The global stratotype at Fortune Head is composed of the uppermost part of member 1 and all of member 2 of the Chapel Island Formation of the Marystown Group. The Chapel Island Formation consists primarily of sandstones, siltstones, and limestones. Some of these rocks exhibit mud cracks and stromatolites, suggesting that deposition occurred in tidal or, at deepest, continental shelf environments.

==Fossils==
The boundary between the Precambrian and Cambrian is demarcated by the presence of trace fossils of Treptichnus pedum, one of the earliest animals. Without any hard anatomical features, Treptichnus is known only by its distinctive burrow pattern, which can be seen at Fortune Head.

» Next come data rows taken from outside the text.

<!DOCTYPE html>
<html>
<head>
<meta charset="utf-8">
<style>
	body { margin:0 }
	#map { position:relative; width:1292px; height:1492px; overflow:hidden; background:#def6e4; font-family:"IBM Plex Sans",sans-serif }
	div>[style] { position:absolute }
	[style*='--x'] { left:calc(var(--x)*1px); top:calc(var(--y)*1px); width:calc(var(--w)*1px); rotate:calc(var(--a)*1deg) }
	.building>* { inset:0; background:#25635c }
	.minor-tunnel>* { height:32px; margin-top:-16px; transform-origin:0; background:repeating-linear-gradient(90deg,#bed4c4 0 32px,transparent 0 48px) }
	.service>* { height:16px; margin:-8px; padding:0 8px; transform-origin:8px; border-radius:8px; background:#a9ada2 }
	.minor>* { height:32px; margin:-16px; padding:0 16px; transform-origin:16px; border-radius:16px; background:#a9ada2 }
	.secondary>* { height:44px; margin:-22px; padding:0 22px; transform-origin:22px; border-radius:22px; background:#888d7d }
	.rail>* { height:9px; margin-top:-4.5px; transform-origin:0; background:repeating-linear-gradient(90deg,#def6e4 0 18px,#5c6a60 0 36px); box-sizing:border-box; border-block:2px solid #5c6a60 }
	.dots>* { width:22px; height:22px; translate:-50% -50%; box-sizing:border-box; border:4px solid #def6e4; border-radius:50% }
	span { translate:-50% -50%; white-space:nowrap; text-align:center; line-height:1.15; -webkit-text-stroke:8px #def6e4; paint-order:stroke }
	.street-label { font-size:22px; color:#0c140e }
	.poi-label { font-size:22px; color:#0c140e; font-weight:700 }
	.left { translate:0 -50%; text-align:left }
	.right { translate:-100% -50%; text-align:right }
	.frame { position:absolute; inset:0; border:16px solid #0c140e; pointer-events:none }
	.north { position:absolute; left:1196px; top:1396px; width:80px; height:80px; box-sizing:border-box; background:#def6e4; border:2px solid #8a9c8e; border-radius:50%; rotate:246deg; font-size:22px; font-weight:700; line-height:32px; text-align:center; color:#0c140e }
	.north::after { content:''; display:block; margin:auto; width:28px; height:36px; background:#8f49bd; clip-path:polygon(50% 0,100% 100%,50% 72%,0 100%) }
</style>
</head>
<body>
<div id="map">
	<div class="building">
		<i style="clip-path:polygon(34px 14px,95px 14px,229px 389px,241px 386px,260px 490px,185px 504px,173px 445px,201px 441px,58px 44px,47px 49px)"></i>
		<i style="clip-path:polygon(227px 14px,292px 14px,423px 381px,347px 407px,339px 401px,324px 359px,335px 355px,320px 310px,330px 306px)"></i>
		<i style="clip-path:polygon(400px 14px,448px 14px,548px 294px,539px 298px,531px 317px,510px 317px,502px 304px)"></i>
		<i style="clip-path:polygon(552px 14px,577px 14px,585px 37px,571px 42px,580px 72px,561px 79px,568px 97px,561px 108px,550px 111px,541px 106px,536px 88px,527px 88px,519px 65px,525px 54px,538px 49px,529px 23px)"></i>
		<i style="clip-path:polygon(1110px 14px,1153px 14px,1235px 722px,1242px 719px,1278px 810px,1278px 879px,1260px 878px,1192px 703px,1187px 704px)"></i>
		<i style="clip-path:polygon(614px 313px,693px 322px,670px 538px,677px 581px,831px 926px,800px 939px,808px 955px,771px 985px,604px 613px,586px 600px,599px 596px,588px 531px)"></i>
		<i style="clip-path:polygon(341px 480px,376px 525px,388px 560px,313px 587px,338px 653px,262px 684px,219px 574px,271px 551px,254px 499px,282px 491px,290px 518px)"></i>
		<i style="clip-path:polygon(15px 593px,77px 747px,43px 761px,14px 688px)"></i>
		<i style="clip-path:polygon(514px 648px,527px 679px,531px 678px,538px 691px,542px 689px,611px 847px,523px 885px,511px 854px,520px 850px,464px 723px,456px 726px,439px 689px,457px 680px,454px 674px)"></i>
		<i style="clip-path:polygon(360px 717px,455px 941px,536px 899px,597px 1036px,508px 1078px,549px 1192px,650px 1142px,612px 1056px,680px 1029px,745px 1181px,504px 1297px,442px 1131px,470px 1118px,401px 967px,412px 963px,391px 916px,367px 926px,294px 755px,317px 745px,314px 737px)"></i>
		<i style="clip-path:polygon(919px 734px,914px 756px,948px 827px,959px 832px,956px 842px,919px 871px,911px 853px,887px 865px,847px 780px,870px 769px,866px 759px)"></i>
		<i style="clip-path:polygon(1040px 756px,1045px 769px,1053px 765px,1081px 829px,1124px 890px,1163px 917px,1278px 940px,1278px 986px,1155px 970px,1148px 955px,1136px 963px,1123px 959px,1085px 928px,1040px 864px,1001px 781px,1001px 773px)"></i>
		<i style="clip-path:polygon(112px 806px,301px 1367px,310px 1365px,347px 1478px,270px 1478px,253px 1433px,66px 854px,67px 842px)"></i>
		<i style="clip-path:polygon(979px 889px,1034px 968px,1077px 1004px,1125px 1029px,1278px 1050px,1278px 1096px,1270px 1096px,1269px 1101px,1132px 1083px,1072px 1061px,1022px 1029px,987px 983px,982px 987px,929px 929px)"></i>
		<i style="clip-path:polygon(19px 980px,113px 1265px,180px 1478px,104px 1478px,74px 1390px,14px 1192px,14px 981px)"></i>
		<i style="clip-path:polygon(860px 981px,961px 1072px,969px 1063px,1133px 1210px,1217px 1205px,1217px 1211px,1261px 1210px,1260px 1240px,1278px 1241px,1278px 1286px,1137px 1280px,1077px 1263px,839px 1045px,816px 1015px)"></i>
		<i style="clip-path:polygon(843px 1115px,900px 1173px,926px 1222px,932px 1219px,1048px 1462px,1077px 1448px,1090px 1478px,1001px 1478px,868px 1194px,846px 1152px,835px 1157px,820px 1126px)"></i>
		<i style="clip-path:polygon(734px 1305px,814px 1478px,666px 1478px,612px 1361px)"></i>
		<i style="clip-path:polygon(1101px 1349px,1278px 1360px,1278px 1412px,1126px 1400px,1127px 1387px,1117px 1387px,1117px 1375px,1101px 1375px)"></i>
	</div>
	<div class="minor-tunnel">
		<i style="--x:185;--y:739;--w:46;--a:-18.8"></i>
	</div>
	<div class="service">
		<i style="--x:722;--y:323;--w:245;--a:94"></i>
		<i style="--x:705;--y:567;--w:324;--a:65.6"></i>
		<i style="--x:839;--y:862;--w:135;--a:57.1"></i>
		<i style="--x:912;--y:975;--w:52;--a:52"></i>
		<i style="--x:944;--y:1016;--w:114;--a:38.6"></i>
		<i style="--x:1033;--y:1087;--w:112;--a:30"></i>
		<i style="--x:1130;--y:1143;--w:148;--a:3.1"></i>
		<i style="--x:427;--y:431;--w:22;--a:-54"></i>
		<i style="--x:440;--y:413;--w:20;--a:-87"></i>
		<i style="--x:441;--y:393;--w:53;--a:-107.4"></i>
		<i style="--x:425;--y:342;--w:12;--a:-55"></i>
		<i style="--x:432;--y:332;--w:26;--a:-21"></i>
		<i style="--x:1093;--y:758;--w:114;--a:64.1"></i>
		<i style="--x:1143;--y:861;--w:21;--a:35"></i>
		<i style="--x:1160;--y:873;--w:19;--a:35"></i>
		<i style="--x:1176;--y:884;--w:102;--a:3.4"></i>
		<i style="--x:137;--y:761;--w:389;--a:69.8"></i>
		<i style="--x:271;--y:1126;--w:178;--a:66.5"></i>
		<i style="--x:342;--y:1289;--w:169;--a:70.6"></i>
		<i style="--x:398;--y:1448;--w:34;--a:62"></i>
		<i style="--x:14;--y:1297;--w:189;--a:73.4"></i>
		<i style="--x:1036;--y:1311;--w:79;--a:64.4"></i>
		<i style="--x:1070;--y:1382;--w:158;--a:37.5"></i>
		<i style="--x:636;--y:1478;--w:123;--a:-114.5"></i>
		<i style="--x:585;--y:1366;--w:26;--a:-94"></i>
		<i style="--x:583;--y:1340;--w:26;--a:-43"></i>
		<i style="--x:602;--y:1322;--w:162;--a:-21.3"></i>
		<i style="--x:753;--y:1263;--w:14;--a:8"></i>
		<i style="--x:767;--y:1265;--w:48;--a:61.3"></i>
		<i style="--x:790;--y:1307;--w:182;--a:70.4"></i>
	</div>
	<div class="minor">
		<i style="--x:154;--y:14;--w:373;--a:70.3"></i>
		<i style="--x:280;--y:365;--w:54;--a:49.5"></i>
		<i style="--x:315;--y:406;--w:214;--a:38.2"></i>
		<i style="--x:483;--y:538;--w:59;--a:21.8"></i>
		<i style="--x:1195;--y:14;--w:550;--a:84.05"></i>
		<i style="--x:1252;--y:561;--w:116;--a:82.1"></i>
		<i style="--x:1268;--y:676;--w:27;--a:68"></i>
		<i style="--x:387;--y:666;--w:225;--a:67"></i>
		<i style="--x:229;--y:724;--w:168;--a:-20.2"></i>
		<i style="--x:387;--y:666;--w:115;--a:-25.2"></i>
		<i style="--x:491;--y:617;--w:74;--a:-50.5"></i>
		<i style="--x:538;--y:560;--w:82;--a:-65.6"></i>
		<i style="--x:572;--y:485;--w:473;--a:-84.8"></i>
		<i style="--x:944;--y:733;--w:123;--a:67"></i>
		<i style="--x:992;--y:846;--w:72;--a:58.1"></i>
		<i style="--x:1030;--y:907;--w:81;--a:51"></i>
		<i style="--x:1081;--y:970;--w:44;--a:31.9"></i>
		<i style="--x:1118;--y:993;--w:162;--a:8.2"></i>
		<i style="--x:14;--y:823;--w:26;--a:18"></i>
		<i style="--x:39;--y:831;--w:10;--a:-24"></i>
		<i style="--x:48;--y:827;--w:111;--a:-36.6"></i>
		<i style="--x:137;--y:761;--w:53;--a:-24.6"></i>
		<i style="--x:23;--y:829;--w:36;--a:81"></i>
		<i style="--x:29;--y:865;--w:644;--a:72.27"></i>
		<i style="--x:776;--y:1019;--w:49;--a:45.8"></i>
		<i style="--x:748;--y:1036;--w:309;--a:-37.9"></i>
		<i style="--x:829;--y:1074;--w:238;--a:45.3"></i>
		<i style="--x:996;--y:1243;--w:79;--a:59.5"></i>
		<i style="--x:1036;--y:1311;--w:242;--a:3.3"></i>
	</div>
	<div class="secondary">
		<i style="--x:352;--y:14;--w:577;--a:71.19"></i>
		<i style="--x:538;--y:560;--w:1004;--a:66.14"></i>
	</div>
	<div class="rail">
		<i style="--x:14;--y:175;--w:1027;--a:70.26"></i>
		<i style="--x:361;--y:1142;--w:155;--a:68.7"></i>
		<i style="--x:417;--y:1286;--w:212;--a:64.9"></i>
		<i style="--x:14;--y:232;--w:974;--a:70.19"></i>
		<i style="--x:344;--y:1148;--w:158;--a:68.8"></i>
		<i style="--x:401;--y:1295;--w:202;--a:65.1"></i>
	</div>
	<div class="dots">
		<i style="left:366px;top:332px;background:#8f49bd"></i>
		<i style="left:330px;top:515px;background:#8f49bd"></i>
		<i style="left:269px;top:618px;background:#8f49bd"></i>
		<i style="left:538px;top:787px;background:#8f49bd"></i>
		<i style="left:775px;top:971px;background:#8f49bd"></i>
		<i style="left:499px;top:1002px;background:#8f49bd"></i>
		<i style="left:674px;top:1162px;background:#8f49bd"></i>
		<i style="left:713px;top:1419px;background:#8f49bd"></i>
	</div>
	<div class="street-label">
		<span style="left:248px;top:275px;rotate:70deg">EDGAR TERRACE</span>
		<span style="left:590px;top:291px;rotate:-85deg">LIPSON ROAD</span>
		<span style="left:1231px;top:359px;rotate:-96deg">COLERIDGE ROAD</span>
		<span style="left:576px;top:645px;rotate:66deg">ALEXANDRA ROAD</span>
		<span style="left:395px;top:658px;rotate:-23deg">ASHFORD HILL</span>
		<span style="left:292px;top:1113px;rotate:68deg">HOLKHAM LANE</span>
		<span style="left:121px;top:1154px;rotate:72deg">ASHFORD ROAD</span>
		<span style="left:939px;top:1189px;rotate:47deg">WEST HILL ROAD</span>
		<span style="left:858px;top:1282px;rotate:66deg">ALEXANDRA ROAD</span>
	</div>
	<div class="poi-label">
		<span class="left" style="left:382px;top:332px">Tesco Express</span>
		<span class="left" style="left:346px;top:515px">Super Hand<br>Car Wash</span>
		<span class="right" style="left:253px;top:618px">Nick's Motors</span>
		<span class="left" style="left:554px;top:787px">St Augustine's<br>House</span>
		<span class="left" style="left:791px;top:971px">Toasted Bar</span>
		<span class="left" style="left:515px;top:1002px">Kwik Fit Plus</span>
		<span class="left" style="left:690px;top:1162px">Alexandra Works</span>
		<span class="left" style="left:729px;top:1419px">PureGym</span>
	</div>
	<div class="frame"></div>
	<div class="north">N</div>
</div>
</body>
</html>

Fortune Head records the beginning of a period of increasing biological diversity known as the "Cambrian explosion", and it exhibits a number of other Cambrian and Precambrian fossils, including early shell fossils, vendotaenid algae, soft-bodied megafossils, and microfossils. Below Treptichnus, the stratotype at Fortune Head includes traces of the arthropod Monomorphichnus, vertical dwelling burrows from Skolithos and Arenicolites, cnidarian resting burrows from Conichnus and Bergauria, and more intricate feeding burrows from Gyrolithes. More complex fossils appear later.